Je m’étonne chaque jour, ou plutôt je m’étonnais encore en 2006, d’avoir 85 ans. L’année passée, je faisais encore 1 km de crawl quotidiennement de mai à octobre dans la piscine privée de mon immeuble à La Napoule. J’étais le doyen du Conseil Syndical de la copropriété de quatre cents appartements dans un parc toujours fleuri prolongé par un merveilleux panorama. J’avais pourtant déjà la charge complète du ménage car la santé de ma femme et diverses fractures l’ont brusquement condamnée au fauteuil, en 2005. Pour cette raison, depuis octobre 2006, nous nous sommes réfugiés dans notre pays retrouvé mais déchiré ! Je n’ai aucun handicap : pas d’arthrose, pas de douleurs d’aucune sorte, sauf si je marche plus de trois cents mètres sans l’aide d’une canne. Celle-ci constitue d’ailleurs un atout : à leur vue, des jeunes, (plus souvent filles) me cèdent leur place dans les transports publics. Ce n’était pas ce qui faisait se croiser nos regards jadis.

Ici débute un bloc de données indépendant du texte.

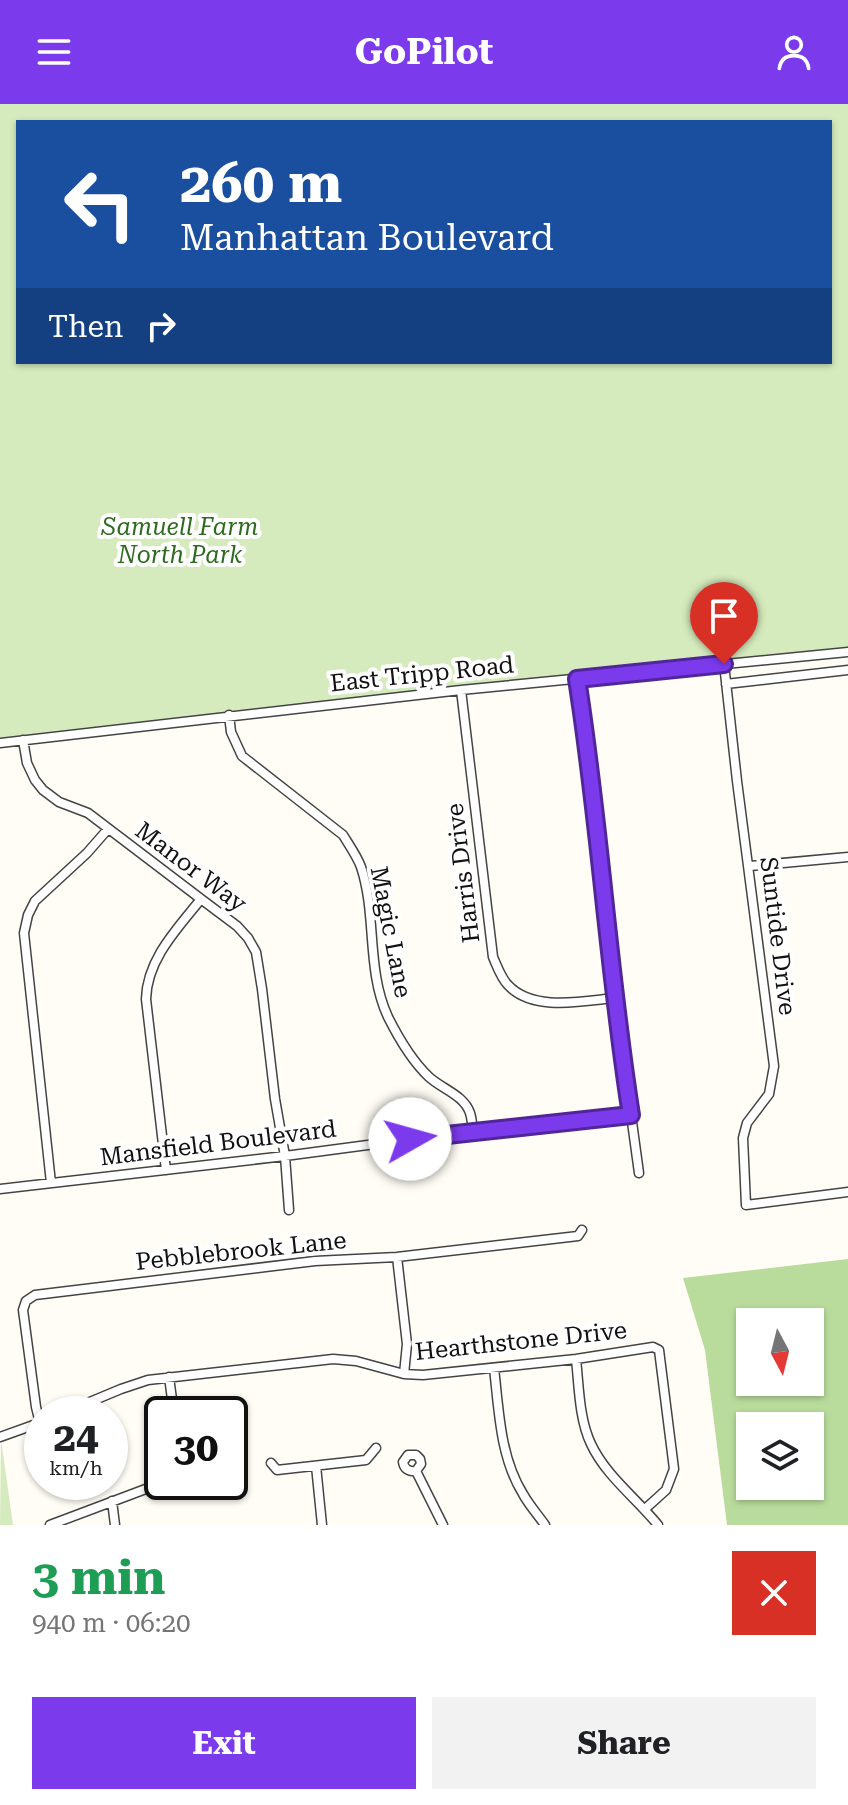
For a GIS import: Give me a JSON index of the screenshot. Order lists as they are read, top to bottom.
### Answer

Dans ce qu’on appelle par euphémisme « Maison de repos et de soins », même si nous vivons et mangeons dans notre appartement de 55 m2, au milieu des quelques meubles que nous avons gardés et de nos tableaux, nous sommes entourés de personnes dans un état pire que la mort qui les délivrerait. J’hésite à sortir à certaines heures car je dois passer entre deux haies de fauteuils roulants ! Cela me convainc de ce qui m’attend probablement et surtout ce que risque ma femme à brève échéance. J’assiste à la dégradation physique lente mais inéluctable de celle qui m’a donné 65 ans de bonheur. Ma sour a eu la chance de mourir subitement à 75 ans, en pleine santé. Sa fille nous est d’un grand secours.
Ma femme reste bloquée dans son fauteuil, refusant toute activité, lecture, mots-croisés. Atteinte d’une maladie dégénérative voisine de Parkinson, elle a fait plusieurs chutes et hier encore, cette fois à cause du manque de prévenance du personnel soignant ! Je vis dans l’angoisse de la prochaine.
Il lui arrive de s’étonner que je n’aie plus l’humeur joyeuse qu’elle m’a toujours connue ! J’étais - je fus - viscéralement optimiste.
Mes journées sont entièrement calquées sur les siennes du lever au coucher. Les heures qu’elle m’impose ne me conviennent pas du tout. Mes résolutions de marcher chaque jour une heure sont tombées à l’eau (de la pluie belge) et en présence d’un environnement immédiat, certes assez vert, mais qui n’est que collines, rues en pente raide ou trottoirs casse-pipe. Même par beau temps, je renonce souvent à une demi-heure, voire vingt minutes de sortie.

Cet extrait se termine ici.